Александр Радашкевич — поэт, переводчик, эссеист, критик. Родился в 1950 году в Оренбурге, жил в Уфе и в Ленинграде. Эмигрировал в 1978 году. Работал в библиотеке Йельского университета; с начала 80-х — в Париже, в газете “Русская мысль”. В 1991 — 1997 годах был личным секретарем великого князя Владимира Кирилловича. Автор трех стихотворных сборников. Живет в Париже.

 

 

Спасибо, спасибо тешившим нас в нашей молодости, вспомним их в их старости и, часто бывав у них во дни веселий, теперь хотя изредка посетим их во время престарения, одиночества и прискорбий сердечных.

Внук 1.

 

I. О-де-колон

О-де-колон, о-де-лаванд, о-де-ла-рен-д’Онгри (то бишь

“венгерской водкой”) душилась я, а цвет любила

“горлышко пижона”, но более еще — grenouille бevanouie

(“лягушка в обмороке”, значит). Ты бабушку сбиваешь!..

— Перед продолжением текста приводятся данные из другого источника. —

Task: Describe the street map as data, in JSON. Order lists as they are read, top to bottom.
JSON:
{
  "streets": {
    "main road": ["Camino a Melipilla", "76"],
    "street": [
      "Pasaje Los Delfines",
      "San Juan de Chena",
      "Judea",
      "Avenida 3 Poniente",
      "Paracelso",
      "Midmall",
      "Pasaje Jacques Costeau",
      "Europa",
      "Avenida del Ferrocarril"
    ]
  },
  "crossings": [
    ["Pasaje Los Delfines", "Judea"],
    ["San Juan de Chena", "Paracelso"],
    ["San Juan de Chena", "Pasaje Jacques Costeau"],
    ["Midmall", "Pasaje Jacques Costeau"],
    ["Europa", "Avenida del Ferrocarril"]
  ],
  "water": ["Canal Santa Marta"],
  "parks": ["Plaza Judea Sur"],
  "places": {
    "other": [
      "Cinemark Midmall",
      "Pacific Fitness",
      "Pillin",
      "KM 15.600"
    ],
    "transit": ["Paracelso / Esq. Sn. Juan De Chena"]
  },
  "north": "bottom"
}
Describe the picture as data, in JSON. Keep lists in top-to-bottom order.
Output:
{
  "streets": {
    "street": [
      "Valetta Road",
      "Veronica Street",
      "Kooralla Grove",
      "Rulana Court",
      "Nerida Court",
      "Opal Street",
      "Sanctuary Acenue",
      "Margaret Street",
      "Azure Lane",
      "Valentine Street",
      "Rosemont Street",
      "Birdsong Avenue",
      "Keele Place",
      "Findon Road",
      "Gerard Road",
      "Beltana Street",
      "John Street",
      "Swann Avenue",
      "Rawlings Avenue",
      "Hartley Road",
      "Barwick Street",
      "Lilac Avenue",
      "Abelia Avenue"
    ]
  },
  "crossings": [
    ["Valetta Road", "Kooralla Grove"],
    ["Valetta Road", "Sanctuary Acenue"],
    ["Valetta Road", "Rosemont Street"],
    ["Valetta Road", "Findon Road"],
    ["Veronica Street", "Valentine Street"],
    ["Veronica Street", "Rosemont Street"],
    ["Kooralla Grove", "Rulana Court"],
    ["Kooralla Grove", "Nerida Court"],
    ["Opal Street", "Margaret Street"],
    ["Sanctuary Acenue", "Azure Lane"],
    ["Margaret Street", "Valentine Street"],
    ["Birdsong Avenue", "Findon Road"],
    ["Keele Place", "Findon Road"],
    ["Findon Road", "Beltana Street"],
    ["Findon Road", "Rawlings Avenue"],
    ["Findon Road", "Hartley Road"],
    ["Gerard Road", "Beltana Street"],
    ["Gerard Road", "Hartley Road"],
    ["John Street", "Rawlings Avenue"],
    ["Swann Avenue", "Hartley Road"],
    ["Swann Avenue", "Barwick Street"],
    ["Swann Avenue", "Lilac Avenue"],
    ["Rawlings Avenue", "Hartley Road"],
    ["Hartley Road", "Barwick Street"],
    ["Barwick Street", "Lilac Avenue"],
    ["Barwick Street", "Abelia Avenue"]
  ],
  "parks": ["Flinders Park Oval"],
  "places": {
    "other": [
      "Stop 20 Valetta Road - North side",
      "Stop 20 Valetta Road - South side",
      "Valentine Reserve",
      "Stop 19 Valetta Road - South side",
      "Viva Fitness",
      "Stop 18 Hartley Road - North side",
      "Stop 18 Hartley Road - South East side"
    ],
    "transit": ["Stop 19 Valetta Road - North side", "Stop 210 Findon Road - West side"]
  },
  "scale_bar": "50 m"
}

То, может, притчилось иль возводили несодеянность

такую: Герардова племянника постами заморила, и он

зачах. А на балах являлась очень даже авантажной. Князь

Сергей, внучатый брат по бабушке Евпраксии, был не

последней руки любезник и шаркун, хоть мотишка

изрядный, но не бывал в чинах, ни в случае особом.

Он нашивал рисованные всё жилеты с сюжетами

по белому атласу и пуговицы сплошь с изображеньем

на кости, эмали и по перламутру, предорогие, величиной

с пятак; а как пошло сукно, теперь ни пудры, ни белья,

ни кружев не ищи! Тогда в большом употреблении

по бархату бывало рисованье: экраны для каминов,

ридикюли, ширмы, мебель — все размалевано, мон шер,

и в лучшем виде. Теперь все это в кладных, в рухлядных

палатах. Все пудрились, румянились, и не видали ни

желтых, ни зеленых лиц, как ныне. В мои года младыя

прелестниц писаных не счесть бывало, но Настя, Настя

Каковинская! Мала, худа, но ни вокруг кого на всех

балах не вилось столько мотыльков, как возле этого

розанчика, поверь. В больших веселостях живали!

Для барышень своих держала я по два белых платья,

мелкой мушкой да горошком, серебряною, значит, битью

по шелковому тюлю, и дымковые два — уж ежли вдруг

и царская фамилия который осчастливит бал... Вот

вспомнился Барыков, наш сосед по Веневу, жена его,

покойница Телегина Настасья. Когда женился, ей

не было одиннадцати лет... В приданое, подумай-ка,

ей отпустили кукол! Три сына, девять дочерей из

осемнадцати детей-то их достигли совершенных

лет. Да, внучек, жили-жили — не тужили, что имели —

берегли. И жизнью во всю жизнь не смели тяготиться.

Гнушались лицедейств, позорищ театральных. Никто б

не смел внушать понятий скотских о Боге, о Царе!

И кушали во славу Божью всё, что ни подадут, и этим

очень сами утешались и тешили весь век других...

Теперь и яблок этих нет, поди: ни длинной “мордочки”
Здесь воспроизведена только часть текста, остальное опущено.